From the Department of Oncological Sciences, Mount Sinai School of Medicine, New York, New York 10029

Received for publication, March 28, 2007 , and in revised form, May 14, 2007.

	ABSTRACT

TOP ABSTRACT INTRODUCTION EXPERIMENTAL PROCEDURES RESULTS DISCUSSION REFERENCES

 
We describe two RING finger proteins in the fission yeast Schizosaccharomyces pombe, Rfp1 and Rfp2. We show that these proteins function redundantly in DNA repair. Rfp1 was isolated as a Chk1-interacting protein in a two-hybrid screen and has high amino acid sequence similarity to Rfp2. Deletion of either gene does not cause a phenotype, but a double deletion (rfp1rfp2) showed poor viability and defects in cell cycle progression. These cells are also sensitive to DNA-damaging agents, although they maintained normal checkpoint signaling to Chk1. Rfp1 and Rfp2 are most closely related to human Rnf4, and we showed that Rnf4 can substitute functionally for Rfp1 and/or Rfp2. The double mutants also showed significantly increased levels of protein SUMOylation, and we identified an S. pombe Ulp2/Smt4 homolog that, when overexpressed, reduced SUMO levels and suppressed the DNA damage sensitivity of rfp1 rfp2 cells.

	INTRODUCTION

TOP ABSTRACT INTRODUCTION EXPERIMENTAL PROCEDURES RESULTS DISCUSSION REFERENCES

 
The fidelity of cell cycle progression is paramount for tissue homeostasis and development and avoidance of disease. A major contributor to this fidelity are the plethora of responses that detect damage to DNA, ensure its repair, and activate checkpoints that modify the cell cycle to allow time for these events to occur. These responses are rapid, highly conserved, and frequently regulated by cascades of post-translational modifications that control the activities of repair proteins and signal transducers of the checkpoints.

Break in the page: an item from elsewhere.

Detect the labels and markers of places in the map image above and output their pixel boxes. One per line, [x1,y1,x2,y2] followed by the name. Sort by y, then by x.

The fission yeast Schizosaccharomyces pombe is an important model system for the dissection of the molecular controls over DNA damage responses (1, 2). S. pombe has a prominent G₂ period in vegetative cell cycles that represents 70% of total cell cycle time (3). The DNA damage checkpoint functioning during this period signals to activate the Chk1 protein kinase, which in turn prevents entry into mitosis through modulating the Cdc2 regulators Wee1 and Cdc25 (4–6). Chk1 activation is controlled by reversible phosphorylation on Ser-345 by Rad3 (7–9), an ATR (ataxia telangiectasia- and Rad3-related) homolog, although the mechanism by which this activation occurs is largely obscure. ATR homologs also phosphorylate a number of other proteins in this pathway (1, 10).

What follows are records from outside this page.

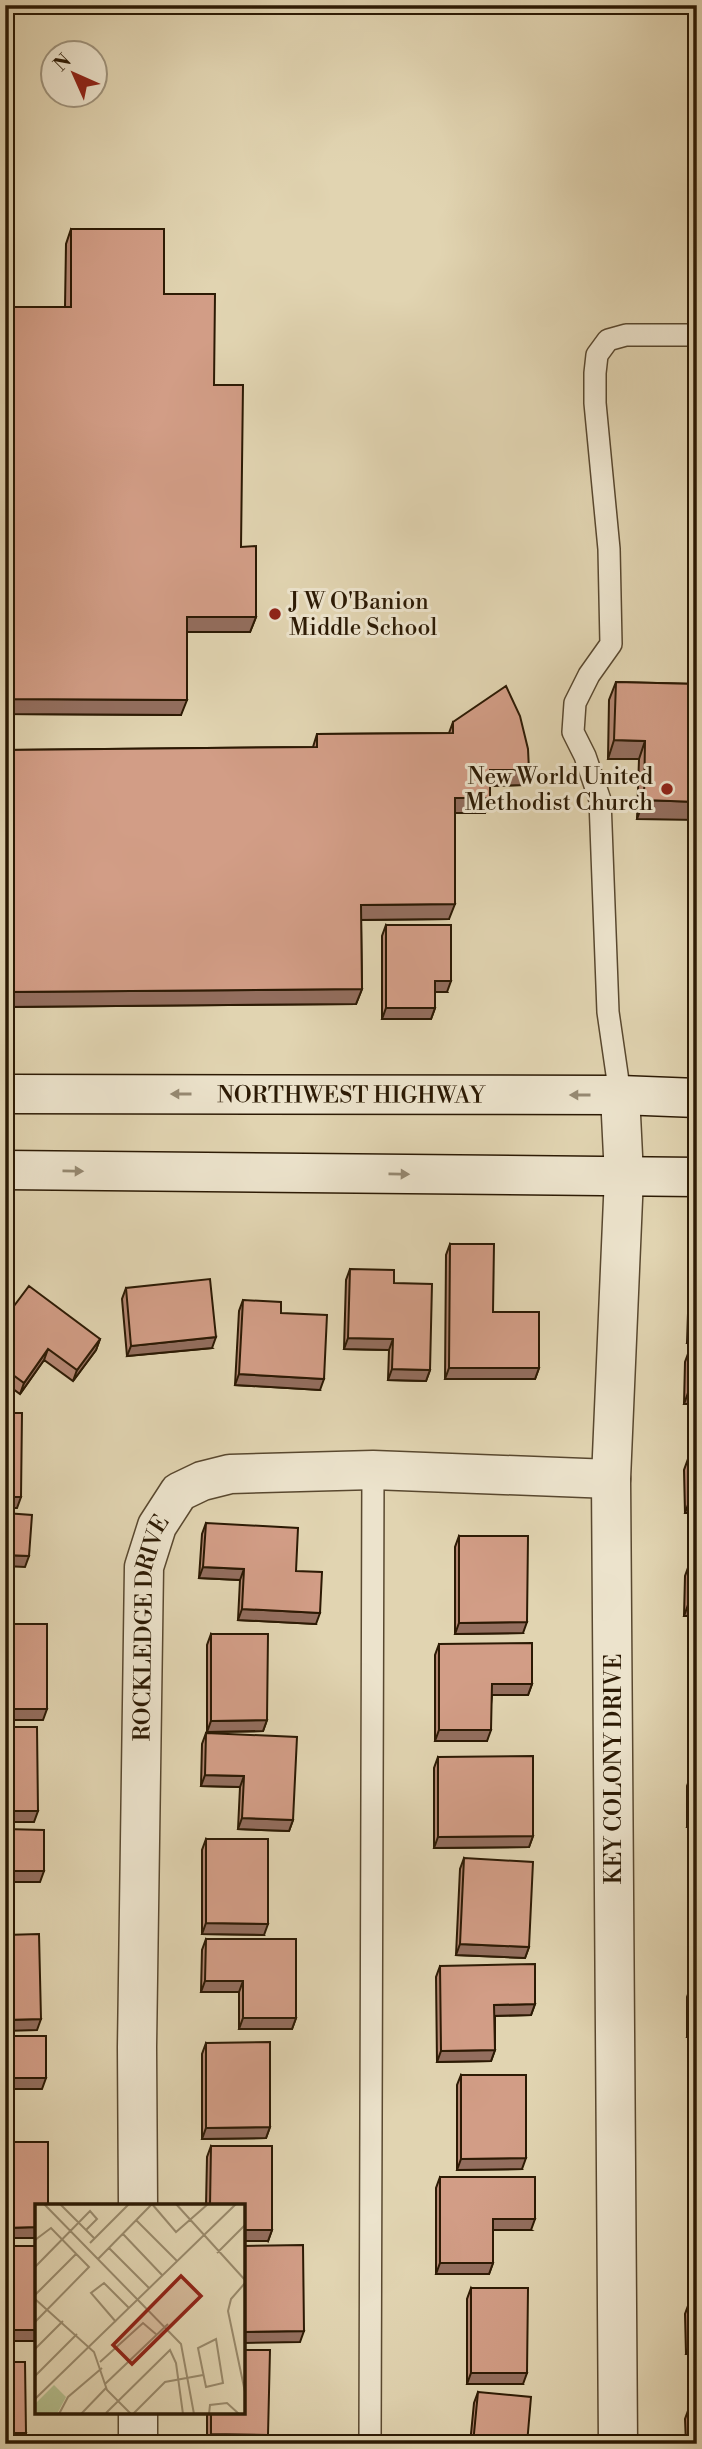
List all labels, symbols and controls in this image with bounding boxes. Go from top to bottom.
north arrow [38,38,108,108]
text: N [49,49,76,76]
place label: J W O'Banion Middle School [288,588,437,642]
marker: J W O'Banion Middle School [267,606,283,622]
place label: New World United Methodist Church [465,763,653,817]
marker: New World United Methodist Church [659,781,675,797]
street label: NORTHWEST HIGHWAY [217,1081,487,1110]
one-way arrow [169,1088,191,1100]
one-way arrow [568,1089,590,1101]
one-way arrow [63,1165,85,1177]
one-way arrow [389,1168,411,1180]
street label: ROCKLEDGE DRIVE [128,1510,176,1741]
street label: KEY COLONY DRIVE [600,1654,628,1884]
inset map [35,2204,245,2414]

In addition to phosphorylation cascades, other post-translational modifications regulate DNA damage response pathways. Among these are the covalent modification of proteins by ubiquitin and its related protein, SUMO (small ubiquitin-like modifier). In addition to directing the proteolysis of its targets, ubiquitination can directly influence responses to DNA damage. A well documented example of this is through the post-replication repair proteins that control the mono- and polyubiquitination of proliferating cell nuclear antigen, which in turn enables the bypass of lesions during DNA replication (11–13).

SUMO modification of several DNA repair enzymes has also been described (14), although in most cases the molecular effects of such modification remains unclear. Control over protein SUMOylation is achieved by a balance of the activity of several E3-SUMO ligases and the deconjugating activity of SUMO peptidases such as Ulp2/Smt4 in Saccharomyces cerevisiae. SUMO is not essential in S. pombe, although cells deleted for the SUMO gene (pmt3) (15) or the E2 SUMO-conjugating enzyme gene hus5 (16) are sensitive to DNA-damaging agents and show defects in chromosome segregation. S. cerevisiae cells lacking Ulp2 also show defects in chromosome segregation and DNA damage responses (17–20), suggesting that a balanced control over protein SUMOylation and de-SUMOylation is important in these responses.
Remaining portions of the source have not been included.